### Description of the task
Every line below should be set down exactly as it appears.

#### Records supplied ####

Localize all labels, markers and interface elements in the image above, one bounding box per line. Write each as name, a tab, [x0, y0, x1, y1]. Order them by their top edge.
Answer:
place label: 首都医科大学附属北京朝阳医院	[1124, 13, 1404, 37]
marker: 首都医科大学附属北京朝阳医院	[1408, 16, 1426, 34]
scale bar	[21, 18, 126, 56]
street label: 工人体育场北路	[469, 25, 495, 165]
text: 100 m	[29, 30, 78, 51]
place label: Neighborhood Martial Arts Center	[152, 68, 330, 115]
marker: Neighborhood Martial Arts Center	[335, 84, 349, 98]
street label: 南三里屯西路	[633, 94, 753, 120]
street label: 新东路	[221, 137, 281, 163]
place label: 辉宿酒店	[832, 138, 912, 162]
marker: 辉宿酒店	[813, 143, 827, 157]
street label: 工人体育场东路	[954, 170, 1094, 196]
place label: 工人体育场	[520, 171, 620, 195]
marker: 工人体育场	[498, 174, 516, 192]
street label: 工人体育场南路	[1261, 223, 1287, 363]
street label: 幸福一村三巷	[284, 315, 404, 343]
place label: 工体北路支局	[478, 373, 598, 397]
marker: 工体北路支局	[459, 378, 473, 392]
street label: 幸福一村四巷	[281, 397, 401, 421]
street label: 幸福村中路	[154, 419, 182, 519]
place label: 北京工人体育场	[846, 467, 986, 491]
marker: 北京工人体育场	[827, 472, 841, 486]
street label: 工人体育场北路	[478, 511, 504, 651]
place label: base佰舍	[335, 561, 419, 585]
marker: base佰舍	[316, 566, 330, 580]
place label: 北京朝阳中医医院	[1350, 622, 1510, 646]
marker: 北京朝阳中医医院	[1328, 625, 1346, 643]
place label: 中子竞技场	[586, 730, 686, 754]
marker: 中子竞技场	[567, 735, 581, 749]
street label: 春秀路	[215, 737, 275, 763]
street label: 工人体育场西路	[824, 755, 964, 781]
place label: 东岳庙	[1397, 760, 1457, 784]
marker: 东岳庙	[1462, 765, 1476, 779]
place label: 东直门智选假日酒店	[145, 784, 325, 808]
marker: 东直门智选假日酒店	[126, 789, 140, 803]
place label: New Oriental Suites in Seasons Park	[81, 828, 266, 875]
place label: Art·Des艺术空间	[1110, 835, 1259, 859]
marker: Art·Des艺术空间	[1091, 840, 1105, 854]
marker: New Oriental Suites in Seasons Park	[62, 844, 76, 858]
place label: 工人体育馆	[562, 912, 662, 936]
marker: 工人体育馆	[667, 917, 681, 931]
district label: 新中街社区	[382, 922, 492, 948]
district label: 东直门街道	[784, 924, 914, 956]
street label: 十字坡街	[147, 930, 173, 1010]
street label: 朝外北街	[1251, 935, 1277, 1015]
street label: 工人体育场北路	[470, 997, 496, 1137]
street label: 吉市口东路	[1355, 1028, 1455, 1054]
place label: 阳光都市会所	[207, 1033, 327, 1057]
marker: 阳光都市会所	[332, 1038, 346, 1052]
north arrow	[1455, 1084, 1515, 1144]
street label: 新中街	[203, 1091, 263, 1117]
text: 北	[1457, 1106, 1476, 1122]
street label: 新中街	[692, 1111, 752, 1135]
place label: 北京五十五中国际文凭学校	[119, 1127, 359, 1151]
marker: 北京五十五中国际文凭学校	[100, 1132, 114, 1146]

####

### Solution for this problem
Localize all labels, markers and interface elements in the image above, one bounding box per line. Write each as name, a tab, [x0, y0, x1, y1]. Order them by their top edge.
Answer:
place label: 首都医科大学附属北京朝阳医院	[1124, 13, 1404, 37]
marker: 首都医科大学附属北京朝阳医院	[1408, 16, 1426, 34]
scale bar	[21, 18, 126, 56]
street label: 工人体育场北路	[469, 25, 495, 165]
text: 100 m	[29, 30, 78, 51]
place label: Neighborhood Martial Arts Center	[152, 68, 330, 115]
marker: Neighborhood Martial Arts Center	[335, 84, 349, 98]
street label: 南三里屯西路	[633, 94, 753, 120]
street label: 新东路	[221, 137, 281, 163]
place label: 辉宿酒店	[832, 138, 912, 162]
marker: 辉宿酒店	[813, 143, 827, 157]
street label: 工人体育场东路	[954, 170, 1094, 196]
place label: 工人体育场	[520, 171, 620, 195]
marker: 工人体育场	[498, 174, 516, 192]
street label: 工人体育场南路	[1261, 223, 1287, 363]
street label: 幸福一村三巷	[284, 315, 404, 343]
place label: 工体北路支局	[478, 373, 598, 397]
marker: 工体北路支局	[459, 378, 473, 392]
street label: 幸福一村四巷	[281, 397, 401, 421]
street label: 幸福村中路	[154, 419, 182, 519]
place label: 北京工人体育场	[846, 467, 986, 491]
marker: 北京工人体育场	[827, 472, 841, 486]
street label: 工人体育场北路	[478, 511, 504, 651]
place label: base佰舍	[335, 561, 419, 585]
marker: base佰舍	[316, 566, 330, 580]
place label: 北京朝阳中医医院	[1350, 622, 1510, 646]
marker: 北京朝阳中医医院	[1328, 625, 1346, 643]
place label: 中子竞技场	[586, 730, 686, 754]
marker: 中子竞技场	[567, 735, 581, 749]
street label: 春秀路	[215, 737, 275, 763]
street label: 工人体育场西路	[824, 755, 964, 781]
place label: 东岳庙	[1397, 760, 1457, 784]
marker: 东岳庙	[1462, 765, 1476, 779]
place label: 东直门智选假日酒店	[145, 784, 325, 808]
marker: 东直门智选假日酒店	[126, 789, 140, 803]
place label: New Oriental Suites in Seasons Park	[81, 828, 266, 875]
place label: Art·Des艺术空间	[1110, 835, 1259, 859]
marker: Art·Des艺术空间	[1091, 840, 1105, 854]
marker: New Oriental Suites in Seasons Park	[62, 844, 76, 858]
place label: 工人体育馆	[562, 912, 662, 936]
marker: 工人体育馆	[667, 917, 681, 931]
district label: 新中街社区	[382, 922, 492, 948]
district label: 东直门街道	[784, 924, 914, 956]
street label: 十字坡街	[147, 930, 173, 1010]
street label: 朝外北街	[1251, 935, 1277, 1015]
street label: 工人体育场北路	[470, 997, 496, 1137]
street label: 吉市口东路	[1355, 1028, 1455, 1054]
place label: 阳光都市会所	[207, 1033, 327, 1057]
marker: 阳光都市会所	[332, 1038, 346, 1052]
north arrow	[1455, 1084, 1515, 1144]
street label: 新中街	[203, 1091, 263, 1117]
text: 北	[1457, 1106, 1476, 1122]
street label: 新中街	[692, 1111, 752, 1135]
place label: 北京五十五中国际文凭学校	[119, 1127, 359, 1151]
marker: 北京五十五中国际文凭学校	[100, 1132, 114, 1146]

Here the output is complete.